MATERIAL PROVIDED Start Marker
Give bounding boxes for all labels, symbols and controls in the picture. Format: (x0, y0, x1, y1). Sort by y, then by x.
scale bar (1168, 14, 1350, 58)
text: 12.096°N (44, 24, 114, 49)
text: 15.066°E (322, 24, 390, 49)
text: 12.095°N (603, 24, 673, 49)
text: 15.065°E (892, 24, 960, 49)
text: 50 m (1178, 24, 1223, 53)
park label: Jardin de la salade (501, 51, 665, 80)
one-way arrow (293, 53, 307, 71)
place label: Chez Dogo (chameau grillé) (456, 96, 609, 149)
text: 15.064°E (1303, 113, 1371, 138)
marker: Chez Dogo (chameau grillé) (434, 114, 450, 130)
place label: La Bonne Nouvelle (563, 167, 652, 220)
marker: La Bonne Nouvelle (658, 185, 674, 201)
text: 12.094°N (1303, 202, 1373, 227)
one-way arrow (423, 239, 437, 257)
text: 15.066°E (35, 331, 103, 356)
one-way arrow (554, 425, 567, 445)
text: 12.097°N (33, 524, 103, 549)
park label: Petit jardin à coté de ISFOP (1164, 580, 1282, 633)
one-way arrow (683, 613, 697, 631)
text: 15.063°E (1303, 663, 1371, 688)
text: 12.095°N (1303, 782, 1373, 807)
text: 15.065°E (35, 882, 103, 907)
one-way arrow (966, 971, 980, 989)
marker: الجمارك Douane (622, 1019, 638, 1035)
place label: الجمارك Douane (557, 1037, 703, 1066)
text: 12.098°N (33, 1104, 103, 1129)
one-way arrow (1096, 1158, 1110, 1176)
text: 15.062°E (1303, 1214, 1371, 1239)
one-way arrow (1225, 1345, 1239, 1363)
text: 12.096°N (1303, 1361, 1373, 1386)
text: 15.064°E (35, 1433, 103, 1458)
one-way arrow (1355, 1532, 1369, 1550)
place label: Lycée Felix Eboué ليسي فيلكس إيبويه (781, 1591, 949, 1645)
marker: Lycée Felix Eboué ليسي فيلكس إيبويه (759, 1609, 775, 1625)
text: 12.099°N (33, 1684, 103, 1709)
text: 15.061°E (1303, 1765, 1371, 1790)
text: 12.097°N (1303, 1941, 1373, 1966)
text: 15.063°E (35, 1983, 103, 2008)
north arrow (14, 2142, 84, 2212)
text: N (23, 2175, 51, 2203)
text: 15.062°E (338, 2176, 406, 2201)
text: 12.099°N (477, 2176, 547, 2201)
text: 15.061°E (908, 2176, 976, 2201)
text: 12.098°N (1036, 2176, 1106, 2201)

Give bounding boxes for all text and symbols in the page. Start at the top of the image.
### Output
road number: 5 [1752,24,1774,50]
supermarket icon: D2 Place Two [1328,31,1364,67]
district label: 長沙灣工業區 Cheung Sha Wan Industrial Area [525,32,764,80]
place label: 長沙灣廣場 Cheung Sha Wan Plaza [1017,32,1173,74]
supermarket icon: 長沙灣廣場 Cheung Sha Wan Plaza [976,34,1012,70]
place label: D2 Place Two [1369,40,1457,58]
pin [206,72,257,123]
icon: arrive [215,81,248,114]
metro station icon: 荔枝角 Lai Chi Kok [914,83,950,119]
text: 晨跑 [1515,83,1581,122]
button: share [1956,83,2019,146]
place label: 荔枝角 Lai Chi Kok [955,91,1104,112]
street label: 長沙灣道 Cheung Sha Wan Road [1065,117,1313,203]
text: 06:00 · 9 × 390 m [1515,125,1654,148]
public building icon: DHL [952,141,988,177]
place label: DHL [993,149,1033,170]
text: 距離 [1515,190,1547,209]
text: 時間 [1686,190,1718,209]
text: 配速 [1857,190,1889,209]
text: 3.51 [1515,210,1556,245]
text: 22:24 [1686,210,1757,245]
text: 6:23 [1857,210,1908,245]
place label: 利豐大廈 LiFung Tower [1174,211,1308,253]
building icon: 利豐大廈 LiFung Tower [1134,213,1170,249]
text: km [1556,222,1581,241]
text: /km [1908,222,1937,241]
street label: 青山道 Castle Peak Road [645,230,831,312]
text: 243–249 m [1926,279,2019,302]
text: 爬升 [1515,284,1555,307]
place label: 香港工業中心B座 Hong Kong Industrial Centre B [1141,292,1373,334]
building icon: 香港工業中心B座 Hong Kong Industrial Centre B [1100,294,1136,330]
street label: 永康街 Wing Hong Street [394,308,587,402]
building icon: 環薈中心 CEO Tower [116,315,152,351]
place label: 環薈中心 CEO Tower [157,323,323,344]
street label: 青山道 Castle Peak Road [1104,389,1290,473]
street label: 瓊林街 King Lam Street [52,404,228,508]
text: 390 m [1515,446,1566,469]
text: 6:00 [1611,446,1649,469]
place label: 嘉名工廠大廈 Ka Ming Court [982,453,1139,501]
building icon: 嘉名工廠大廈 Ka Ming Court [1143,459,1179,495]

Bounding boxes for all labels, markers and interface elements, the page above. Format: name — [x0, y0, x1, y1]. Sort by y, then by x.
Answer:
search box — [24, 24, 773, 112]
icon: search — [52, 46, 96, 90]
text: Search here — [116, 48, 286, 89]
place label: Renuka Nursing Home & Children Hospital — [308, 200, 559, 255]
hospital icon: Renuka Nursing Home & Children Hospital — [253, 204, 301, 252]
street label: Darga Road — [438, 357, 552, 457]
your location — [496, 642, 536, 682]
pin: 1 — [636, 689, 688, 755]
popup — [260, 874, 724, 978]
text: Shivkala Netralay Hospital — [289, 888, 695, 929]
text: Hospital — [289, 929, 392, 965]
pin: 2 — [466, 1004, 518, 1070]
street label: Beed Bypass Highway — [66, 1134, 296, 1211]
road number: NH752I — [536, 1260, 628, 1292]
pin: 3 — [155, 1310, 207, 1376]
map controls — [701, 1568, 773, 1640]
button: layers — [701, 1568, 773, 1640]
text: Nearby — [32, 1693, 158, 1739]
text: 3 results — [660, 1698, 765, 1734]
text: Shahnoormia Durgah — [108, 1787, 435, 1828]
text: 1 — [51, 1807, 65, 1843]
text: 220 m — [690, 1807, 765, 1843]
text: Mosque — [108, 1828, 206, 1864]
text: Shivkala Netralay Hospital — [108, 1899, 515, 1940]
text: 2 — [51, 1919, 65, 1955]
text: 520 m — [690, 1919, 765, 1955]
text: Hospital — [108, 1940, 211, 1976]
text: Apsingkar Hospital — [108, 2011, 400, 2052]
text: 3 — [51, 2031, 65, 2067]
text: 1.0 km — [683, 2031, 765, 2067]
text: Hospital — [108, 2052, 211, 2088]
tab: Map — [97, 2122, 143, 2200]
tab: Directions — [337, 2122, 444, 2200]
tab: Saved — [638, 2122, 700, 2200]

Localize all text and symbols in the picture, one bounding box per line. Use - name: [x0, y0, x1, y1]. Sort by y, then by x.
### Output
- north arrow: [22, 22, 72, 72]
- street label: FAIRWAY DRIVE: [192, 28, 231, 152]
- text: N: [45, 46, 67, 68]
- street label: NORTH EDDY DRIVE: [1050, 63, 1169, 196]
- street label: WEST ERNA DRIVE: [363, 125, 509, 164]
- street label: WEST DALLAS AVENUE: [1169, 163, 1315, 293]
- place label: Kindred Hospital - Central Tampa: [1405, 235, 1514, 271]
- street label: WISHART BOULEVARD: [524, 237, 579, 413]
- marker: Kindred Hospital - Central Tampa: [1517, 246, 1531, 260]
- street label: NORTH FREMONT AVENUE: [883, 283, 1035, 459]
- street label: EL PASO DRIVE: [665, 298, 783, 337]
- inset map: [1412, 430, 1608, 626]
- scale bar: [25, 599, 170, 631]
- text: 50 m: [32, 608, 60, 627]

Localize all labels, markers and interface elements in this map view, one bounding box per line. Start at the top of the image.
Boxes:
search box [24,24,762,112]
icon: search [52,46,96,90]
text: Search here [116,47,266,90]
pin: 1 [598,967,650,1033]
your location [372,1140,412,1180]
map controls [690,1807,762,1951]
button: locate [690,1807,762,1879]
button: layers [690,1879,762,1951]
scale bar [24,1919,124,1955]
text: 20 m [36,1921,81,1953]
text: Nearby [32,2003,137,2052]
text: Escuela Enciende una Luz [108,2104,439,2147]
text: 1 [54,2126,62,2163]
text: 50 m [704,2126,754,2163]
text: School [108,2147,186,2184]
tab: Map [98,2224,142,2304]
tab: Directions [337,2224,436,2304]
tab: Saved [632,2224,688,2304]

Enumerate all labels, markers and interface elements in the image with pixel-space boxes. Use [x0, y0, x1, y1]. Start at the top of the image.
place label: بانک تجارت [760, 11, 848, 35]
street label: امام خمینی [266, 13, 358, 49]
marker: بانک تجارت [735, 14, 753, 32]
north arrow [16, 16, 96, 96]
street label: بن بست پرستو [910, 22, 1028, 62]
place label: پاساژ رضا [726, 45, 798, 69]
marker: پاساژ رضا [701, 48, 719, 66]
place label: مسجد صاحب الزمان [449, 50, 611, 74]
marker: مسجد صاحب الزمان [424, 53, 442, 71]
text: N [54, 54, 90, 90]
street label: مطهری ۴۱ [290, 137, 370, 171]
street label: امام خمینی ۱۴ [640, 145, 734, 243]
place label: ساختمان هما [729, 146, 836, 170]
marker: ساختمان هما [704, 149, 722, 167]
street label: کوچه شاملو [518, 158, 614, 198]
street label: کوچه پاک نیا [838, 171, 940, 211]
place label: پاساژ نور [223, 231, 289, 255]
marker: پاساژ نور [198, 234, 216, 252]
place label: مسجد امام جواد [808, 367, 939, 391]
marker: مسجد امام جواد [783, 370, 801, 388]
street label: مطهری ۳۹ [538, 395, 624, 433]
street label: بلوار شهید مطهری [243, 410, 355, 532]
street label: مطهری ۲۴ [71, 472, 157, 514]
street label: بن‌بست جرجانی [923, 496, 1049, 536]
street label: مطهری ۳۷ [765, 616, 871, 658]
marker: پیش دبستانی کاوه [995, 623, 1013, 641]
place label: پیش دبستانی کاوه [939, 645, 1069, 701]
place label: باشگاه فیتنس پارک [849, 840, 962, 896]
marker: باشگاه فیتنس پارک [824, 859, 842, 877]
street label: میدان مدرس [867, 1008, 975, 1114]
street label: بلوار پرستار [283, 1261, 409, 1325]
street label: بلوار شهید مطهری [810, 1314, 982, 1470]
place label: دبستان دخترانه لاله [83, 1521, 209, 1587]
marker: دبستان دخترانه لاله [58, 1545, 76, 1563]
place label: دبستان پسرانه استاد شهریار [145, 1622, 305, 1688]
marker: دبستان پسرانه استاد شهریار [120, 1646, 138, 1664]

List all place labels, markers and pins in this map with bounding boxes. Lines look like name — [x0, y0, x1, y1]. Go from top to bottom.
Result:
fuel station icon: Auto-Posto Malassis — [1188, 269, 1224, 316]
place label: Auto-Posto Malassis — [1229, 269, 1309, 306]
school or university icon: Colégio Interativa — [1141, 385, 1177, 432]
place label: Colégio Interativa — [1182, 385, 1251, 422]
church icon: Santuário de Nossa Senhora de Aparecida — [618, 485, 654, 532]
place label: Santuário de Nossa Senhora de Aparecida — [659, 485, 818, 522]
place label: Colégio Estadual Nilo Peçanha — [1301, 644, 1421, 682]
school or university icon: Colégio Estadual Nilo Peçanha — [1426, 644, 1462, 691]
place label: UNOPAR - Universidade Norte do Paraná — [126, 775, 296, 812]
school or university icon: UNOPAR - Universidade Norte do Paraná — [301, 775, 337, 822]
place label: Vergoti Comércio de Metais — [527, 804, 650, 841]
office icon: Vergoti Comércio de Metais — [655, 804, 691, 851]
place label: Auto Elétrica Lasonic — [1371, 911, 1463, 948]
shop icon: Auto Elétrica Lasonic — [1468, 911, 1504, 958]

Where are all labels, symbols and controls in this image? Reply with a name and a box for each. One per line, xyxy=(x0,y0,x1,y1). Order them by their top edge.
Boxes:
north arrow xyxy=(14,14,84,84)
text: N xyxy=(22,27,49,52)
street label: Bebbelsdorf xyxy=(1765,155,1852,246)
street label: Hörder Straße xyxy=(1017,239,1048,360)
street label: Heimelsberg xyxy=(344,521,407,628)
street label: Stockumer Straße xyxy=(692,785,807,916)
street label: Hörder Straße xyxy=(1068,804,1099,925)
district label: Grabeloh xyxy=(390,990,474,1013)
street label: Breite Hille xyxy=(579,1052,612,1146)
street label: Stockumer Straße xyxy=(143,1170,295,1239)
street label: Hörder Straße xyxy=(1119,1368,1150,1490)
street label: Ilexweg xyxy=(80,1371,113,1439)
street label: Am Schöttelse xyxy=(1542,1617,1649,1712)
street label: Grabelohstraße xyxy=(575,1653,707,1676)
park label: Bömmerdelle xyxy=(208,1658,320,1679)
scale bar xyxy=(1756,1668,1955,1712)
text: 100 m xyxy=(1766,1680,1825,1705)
MATERIAL PROVIDED End Marker
__GOAL OF THE EXERCISE__.
Out of the records above, pull each line containing the word "Metais".

__RESPONSE TO THIS EXERCISE__.
place label: Vergoti Comércio de Metais — [527, 804, 650, 841]
office icon: Vergoti Comércio de Metais — [655, 804, 691, 851]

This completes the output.